**YOUR OBJECTIVE**
Find the lines of data that contain the string "align", then list them.

[[ DATA SECTION open ]]

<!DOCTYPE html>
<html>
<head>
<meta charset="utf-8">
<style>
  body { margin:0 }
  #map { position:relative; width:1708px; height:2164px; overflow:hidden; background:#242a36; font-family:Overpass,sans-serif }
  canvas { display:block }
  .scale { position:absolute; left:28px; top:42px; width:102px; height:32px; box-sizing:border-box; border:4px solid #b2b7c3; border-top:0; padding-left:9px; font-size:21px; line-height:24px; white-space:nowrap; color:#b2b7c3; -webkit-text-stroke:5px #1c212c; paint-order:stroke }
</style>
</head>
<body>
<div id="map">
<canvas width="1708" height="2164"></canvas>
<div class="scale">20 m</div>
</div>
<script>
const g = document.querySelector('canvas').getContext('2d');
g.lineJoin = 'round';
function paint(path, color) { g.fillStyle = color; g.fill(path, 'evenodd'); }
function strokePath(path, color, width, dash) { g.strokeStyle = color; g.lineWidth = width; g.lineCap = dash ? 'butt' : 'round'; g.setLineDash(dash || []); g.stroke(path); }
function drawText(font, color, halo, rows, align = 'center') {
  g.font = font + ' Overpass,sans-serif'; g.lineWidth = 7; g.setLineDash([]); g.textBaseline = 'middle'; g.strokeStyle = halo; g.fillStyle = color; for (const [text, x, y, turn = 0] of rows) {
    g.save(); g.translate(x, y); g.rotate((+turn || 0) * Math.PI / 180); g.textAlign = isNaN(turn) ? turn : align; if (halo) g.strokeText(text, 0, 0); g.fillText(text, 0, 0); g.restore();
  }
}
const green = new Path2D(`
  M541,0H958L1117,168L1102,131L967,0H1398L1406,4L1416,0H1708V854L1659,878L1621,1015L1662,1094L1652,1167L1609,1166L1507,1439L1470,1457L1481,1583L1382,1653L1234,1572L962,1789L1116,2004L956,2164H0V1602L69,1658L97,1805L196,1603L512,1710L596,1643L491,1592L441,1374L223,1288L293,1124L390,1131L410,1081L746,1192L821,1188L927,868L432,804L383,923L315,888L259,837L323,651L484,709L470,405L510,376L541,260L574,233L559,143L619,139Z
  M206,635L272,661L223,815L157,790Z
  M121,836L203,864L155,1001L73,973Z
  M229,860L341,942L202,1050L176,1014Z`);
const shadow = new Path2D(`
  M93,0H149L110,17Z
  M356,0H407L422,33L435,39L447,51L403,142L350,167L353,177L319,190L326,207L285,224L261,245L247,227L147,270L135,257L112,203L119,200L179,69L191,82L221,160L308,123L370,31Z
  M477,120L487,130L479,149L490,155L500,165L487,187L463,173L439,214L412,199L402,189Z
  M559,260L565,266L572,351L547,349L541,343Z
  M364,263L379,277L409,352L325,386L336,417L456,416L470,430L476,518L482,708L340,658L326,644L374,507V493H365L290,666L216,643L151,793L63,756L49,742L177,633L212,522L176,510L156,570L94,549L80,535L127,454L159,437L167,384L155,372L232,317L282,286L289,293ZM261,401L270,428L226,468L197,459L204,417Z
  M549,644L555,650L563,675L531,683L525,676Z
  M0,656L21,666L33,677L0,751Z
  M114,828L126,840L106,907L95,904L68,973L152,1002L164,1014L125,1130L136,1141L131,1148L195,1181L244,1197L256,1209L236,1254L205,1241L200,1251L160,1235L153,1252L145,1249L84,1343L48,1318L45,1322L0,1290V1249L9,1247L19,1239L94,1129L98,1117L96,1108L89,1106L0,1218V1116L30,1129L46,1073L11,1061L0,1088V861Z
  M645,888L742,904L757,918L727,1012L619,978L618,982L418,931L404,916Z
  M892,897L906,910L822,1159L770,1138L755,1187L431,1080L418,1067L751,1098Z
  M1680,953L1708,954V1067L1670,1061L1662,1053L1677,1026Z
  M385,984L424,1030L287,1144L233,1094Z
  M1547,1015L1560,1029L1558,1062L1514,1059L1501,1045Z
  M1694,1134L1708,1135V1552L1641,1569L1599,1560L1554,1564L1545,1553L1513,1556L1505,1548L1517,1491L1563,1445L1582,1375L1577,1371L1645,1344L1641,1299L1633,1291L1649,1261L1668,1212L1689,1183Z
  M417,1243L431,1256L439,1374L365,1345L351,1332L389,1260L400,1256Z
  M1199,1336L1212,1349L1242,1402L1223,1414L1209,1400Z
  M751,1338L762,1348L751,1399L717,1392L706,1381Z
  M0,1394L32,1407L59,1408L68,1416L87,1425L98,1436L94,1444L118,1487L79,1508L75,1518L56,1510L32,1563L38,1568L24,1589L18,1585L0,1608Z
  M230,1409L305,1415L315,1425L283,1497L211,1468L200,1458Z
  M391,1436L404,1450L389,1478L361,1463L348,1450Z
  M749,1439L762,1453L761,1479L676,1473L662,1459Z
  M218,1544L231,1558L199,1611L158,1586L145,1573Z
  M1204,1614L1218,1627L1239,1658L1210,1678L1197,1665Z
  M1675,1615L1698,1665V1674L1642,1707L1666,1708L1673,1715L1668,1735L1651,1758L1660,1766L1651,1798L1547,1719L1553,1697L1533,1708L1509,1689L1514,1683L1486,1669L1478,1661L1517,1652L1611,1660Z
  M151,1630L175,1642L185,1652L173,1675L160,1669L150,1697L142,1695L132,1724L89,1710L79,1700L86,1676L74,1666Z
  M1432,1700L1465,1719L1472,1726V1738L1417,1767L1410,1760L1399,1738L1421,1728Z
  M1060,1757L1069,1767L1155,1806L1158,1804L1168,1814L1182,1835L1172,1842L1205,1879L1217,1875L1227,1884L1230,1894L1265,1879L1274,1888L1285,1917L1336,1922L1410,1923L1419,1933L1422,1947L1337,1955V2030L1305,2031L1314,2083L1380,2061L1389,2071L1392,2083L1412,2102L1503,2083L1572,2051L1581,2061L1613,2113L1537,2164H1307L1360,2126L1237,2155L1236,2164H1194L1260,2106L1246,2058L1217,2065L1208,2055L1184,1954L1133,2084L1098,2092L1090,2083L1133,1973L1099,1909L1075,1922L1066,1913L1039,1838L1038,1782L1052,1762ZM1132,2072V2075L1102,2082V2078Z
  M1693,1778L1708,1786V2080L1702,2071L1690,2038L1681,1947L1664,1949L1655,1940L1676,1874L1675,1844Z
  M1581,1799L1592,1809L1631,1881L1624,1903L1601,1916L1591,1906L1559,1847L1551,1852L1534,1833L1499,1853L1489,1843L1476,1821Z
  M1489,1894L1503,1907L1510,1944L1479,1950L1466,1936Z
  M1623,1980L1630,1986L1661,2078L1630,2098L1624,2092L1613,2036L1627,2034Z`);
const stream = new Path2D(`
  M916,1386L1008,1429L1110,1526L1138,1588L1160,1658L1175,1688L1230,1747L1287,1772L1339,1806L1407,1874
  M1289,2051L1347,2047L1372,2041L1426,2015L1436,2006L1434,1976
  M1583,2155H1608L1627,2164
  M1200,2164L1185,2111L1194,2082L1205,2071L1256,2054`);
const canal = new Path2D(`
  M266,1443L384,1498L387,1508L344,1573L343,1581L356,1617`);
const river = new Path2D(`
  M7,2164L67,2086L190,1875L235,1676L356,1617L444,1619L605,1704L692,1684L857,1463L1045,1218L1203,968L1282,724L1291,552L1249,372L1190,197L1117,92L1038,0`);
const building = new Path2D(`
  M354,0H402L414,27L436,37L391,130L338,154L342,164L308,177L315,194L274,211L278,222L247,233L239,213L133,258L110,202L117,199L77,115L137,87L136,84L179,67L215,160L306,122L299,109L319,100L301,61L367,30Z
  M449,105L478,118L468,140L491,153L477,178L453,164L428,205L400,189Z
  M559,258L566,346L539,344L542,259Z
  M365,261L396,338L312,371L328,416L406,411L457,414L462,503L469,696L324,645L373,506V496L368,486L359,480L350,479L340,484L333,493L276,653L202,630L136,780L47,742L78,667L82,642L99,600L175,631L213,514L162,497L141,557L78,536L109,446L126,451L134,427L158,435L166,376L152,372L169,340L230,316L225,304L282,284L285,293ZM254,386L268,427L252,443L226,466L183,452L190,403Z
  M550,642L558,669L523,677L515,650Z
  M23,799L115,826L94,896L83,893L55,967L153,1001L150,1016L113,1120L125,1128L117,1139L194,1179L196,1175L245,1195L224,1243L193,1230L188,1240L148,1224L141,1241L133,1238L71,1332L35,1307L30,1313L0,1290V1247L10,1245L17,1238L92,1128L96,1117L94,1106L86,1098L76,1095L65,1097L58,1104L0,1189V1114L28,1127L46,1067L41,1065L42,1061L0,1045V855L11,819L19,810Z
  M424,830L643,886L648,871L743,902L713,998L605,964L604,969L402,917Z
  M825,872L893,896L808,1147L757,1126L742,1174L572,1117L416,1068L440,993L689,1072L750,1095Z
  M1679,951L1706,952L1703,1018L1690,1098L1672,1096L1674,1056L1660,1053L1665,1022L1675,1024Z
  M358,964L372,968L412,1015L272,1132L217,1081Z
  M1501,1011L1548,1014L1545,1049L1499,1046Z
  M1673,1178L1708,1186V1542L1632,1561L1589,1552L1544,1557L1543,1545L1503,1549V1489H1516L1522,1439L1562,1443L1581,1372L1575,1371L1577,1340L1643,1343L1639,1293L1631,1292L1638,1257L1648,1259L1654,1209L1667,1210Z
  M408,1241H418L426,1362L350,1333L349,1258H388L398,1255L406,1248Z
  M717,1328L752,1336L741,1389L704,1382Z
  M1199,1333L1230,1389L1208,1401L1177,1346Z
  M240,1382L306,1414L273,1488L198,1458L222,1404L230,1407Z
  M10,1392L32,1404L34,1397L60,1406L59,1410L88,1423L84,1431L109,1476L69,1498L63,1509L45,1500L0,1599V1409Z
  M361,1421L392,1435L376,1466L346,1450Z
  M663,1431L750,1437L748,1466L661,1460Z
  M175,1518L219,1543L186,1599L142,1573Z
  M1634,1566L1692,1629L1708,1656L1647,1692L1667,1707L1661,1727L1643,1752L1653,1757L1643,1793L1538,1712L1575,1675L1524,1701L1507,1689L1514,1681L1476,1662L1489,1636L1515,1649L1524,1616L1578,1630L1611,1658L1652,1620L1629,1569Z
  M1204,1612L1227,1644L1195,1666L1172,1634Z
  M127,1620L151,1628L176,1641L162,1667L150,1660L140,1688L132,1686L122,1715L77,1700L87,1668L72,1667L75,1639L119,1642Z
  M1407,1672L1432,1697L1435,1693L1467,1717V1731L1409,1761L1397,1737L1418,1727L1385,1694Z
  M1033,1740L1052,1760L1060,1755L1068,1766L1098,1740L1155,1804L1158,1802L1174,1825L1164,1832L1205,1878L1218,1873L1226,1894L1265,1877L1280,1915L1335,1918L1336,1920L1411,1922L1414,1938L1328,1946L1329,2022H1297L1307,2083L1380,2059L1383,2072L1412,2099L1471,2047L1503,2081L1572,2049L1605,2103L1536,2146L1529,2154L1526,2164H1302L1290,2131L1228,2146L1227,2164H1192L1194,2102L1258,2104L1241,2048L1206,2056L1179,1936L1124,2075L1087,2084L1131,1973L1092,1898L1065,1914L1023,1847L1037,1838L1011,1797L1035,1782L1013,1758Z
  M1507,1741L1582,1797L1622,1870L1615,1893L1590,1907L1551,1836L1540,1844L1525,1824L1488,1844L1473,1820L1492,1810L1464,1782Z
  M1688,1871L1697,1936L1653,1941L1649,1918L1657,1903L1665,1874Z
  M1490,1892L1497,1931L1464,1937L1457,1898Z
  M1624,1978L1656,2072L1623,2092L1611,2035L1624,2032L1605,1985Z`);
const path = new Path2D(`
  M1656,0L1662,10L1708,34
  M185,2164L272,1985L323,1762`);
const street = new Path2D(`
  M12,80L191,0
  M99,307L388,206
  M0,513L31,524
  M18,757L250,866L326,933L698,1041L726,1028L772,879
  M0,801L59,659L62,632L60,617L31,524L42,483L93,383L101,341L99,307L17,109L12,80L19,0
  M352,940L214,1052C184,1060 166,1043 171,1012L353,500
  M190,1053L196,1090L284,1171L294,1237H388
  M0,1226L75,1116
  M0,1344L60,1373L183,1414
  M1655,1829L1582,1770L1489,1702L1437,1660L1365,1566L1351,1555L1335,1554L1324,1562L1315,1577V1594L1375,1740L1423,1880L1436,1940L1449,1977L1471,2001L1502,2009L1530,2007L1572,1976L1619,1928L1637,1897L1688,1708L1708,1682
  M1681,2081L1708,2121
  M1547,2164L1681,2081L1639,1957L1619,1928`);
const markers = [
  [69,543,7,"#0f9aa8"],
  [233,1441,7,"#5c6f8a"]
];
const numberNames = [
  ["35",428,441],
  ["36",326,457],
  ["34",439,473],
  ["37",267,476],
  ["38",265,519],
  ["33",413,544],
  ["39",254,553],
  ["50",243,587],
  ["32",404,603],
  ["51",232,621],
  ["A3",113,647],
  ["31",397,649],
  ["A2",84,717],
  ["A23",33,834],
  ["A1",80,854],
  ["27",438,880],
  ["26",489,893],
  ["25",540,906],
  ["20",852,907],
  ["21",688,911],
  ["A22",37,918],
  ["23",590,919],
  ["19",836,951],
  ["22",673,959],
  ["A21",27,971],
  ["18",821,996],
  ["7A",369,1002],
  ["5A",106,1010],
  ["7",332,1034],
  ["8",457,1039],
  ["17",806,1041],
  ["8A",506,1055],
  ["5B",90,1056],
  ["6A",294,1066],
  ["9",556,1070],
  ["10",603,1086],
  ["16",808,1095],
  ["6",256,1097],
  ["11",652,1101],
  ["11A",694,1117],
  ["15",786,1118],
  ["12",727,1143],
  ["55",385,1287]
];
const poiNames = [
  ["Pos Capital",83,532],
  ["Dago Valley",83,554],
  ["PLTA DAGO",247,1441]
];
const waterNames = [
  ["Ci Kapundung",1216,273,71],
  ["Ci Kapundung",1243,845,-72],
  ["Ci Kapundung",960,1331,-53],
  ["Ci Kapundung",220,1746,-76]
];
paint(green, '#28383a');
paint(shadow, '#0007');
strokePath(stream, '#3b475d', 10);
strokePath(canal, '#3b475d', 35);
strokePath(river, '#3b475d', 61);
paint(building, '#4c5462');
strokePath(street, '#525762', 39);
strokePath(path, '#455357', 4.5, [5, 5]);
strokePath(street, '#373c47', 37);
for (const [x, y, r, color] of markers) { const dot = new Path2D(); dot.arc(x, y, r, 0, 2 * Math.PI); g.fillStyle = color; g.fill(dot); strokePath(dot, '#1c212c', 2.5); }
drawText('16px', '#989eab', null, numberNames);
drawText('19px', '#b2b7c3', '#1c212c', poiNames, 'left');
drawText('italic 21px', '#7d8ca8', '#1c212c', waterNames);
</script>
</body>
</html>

[[ DATA SECTION closed ]]

**YOUR RESPONSE**
function drawText(font, color, halo, rows, align = 'center') {
    g.save(); g.translate(x, y); g.rotate((+turn || 0) * Math.PI / 180); g.textAlign = isNaN(turn) ? turn : align; if (halo) g.strokeText(text, 0, 0); g.fillText(text, 0, 0); g.restore();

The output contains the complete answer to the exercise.